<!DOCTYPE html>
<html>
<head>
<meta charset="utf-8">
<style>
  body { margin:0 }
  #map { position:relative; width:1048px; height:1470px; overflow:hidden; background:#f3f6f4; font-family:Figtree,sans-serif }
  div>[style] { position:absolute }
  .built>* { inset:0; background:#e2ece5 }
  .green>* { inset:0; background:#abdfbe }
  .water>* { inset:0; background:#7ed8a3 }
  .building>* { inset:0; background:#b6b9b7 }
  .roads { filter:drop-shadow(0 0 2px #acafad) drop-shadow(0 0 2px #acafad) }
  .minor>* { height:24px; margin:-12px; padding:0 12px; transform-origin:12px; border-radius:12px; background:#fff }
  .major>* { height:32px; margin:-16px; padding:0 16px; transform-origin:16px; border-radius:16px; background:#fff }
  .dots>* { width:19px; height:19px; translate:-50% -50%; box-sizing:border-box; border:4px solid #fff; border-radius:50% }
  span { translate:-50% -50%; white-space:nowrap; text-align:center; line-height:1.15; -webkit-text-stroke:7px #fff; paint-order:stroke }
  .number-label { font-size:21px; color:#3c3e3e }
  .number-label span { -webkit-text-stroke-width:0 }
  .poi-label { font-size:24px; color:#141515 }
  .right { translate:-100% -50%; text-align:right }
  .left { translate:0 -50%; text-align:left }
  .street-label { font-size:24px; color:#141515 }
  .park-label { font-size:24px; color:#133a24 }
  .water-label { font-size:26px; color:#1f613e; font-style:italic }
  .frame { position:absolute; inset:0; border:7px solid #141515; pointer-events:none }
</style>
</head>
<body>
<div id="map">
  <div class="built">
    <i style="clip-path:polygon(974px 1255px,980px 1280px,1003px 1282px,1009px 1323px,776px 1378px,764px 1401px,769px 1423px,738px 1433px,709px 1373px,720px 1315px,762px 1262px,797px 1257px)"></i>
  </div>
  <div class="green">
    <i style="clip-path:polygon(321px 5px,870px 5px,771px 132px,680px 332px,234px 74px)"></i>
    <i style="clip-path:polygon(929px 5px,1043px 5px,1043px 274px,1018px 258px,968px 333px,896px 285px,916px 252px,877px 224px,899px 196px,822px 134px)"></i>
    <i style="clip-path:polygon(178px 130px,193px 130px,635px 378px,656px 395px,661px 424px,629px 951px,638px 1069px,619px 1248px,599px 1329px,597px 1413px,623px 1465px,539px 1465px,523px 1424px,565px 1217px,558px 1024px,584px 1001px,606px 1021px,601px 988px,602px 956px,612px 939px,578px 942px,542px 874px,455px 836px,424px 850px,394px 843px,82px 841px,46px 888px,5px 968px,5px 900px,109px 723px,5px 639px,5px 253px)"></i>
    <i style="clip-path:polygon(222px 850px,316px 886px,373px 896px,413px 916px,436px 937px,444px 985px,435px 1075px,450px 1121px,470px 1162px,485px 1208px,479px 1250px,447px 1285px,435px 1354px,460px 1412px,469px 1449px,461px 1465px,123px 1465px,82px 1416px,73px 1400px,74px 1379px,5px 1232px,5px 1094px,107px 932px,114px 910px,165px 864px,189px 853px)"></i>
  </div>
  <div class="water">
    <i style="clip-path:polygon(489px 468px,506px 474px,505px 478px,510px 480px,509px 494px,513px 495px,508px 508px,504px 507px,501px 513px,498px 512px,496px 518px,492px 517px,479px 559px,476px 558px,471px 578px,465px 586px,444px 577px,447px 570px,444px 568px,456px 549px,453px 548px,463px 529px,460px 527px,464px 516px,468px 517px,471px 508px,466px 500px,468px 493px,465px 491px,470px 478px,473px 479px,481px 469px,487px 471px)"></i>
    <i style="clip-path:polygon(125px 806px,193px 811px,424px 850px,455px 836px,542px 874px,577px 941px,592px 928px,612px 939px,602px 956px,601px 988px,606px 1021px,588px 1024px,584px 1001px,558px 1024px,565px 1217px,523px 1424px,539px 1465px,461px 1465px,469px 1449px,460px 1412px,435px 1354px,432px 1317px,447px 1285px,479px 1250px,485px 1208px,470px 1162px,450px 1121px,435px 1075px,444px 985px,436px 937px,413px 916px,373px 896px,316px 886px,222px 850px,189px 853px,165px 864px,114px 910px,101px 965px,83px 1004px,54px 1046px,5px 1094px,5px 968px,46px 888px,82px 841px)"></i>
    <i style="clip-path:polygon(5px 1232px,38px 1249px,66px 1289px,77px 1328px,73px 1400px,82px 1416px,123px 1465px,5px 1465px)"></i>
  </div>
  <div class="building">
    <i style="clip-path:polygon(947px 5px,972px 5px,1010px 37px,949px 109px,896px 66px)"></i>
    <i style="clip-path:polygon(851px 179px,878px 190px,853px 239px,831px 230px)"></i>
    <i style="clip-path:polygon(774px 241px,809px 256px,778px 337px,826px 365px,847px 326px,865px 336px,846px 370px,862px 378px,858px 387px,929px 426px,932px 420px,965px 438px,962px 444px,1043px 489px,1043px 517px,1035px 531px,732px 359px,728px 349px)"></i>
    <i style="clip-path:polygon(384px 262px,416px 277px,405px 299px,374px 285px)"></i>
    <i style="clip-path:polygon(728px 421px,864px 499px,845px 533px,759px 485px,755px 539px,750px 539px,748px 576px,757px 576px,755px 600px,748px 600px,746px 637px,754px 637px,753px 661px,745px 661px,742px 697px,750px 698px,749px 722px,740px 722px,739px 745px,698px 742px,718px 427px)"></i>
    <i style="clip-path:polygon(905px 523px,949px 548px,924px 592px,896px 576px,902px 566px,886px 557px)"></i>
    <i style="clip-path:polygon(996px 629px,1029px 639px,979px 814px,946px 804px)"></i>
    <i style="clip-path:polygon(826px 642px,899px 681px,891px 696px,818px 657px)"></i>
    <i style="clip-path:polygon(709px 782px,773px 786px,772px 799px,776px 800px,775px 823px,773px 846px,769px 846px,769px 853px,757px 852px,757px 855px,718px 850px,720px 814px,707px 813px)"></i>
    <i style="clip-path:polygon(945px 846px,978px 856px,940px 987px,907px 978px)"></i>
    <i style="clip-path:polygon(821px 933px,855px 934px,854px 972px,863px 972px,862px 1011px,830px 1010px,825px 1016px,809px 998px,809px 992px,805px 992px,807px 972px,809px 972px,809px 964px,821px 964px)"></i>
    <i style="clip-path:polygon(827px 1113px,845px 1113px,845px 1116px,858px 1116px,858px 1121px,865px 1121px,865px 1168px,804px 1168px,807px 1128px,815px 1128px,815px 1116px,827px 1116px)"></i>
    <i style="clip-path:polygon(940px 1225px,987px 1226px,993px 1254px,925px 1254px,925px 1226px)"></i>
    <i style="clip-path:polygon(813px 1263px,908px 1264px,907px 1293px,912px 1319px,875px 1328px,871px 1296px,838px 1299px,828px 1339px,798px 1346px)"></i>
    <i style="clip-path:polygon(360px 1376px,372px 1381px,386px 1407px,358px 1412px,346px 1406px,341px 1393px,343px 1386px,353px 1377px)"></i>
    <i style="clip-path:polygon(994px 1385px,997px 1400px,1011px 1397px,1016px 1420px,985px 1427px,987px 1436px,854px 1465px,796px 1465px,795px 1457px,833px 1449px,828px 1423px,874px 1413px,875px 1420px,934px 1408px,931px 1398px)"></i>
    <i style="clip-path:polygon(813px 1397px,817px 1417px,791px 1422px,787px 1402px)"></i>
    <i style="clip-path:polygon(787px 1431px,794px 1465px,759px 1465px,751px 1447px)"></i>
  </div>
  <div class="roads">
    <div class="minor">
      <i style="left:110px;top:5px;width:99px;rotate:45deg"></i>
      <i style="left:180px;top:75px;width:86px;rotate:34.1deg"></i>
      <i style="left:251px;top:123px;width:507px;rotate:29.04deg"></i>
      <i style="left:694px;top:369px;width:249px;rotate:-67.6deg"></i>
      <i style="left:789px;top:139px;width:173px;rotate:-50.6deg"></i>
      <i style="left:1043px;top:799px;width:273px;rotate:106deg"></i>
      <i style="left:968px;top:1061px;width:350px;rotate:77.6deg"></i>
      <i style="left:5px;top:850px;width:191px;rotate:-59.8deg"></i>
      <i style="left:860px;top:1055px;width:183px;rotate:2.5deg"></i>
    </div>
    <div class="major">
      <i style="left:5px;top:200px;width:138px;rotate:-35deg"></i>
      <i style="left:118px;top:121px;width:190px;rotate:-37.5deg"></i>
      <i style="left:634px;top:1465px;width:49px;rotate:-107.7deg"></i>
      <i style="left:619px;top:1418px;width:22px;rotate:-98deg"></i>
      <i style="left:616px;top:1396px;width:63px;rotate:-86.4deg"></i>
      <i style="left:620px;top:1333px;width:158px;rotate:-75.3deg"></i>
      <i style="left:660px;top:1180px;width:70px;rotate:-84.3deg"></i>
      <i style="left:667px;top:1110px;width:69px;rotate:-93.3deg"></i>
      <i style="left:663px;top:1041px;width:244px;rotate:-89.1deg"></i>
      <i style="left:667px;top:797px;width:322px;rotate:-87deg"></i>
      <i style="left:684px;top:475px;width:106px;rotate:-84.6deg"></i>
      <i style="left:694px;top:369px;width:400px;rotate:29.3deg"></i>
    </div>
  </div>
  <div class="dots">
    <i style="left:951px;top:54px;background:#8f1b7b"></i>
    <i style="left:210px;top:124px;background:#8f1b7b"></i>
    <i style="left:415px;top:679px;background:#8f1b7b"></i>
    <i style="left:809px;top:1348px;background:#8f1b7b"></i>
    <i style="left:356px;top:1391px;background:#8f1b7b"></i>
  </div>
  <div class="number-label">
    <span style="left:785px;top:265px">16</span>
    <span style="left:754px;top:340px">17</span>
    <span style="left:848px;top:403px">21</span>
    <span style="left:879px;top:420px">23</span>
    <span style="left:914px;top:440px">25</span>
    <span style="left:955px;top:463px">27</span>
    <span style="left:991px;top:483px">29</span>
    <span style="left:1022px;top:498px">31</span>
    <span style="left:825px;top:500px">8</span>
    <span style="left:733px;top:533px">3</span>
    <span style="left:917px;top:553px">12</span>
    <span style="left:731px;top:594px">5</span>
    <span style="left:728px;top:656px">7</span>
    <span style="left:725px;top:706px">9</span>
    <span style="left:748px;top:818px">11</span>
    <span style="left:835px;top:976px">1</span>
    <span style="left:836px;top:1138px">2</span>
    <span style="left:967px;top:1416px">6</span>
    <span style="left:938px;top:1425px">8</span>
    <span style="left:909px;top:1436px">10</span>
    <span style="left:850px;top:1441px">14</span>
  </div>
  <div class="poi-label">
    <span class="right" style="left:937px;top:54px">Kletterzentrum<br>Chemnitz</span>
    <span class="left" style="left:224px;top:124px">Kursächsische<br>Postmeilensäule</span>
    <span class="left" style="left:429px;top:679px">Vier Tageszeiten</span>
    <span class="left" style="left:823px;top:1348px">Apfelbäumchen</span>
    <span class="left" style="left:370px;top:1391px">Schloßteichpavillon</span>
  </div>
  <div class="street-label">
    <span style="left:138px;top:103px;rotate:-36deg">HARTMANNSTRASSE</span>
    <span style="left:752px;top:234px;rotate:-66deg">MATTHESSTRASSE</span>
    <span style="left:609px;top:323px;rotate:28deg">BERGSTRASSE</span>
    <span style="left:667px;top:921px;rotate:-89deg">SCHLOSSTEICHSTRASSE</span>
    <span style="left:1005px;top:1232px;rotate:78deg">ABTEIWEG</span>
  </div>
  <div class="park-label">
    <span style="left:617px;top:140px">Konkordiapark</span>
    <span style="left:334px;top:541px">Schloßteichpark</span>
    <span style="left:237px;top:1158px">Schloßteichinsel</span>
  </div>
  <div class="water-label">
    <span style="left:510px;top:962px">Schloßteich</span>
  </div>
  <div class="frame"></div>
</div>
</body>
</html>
——————————
*EXERCISE OBJECTIVE*:
Find where the line with "933px,855px 934px,854px 972px,863px" sits in the material above, then copy exactly from it through the line with "1376px,372px 1381px,386px 1407px,358px". Add no other line.

*RESPONSE TO THE EXERCISE*:
    <i style="clip-path:polygon(821px 933px,855px 934px,854px 972px,863px 972px,862px 1011px,830px 1010px,825px 1016px,809px 998px,809px 992px,805px 992px,807px 972px,809px 972px,809px 964px,821px 964px)"></i>
    <i style="clip-path:polygon(827px 1113px,845px 1113px,845px 1116px,858px 1116px,858px 1121px,865px 1121px,865px 1168px,804px 1168px,807px 1128px,815px 1128px,815px 1116px,827px 1116px)"></i>
    <i style="clip-path:polygon(940px 1225px,987px 1226px,993px 1254px,925px 1254px,925px 1226px)"></i>
    <i style="clip-path:polygon(813px 1263px,908px 1264px,907px 1293px,912px 1319px,875px 1328px,871px 1296px,838px 1299px,828px 1339px,798px 1346px)"></i>
    <i style="clip-path:polygon(360px 1376px,372px 1381px,386px 1407px,358px 1412px,346px 1406px,341px 1393px,343px 1386px,353px 1377px)"></i>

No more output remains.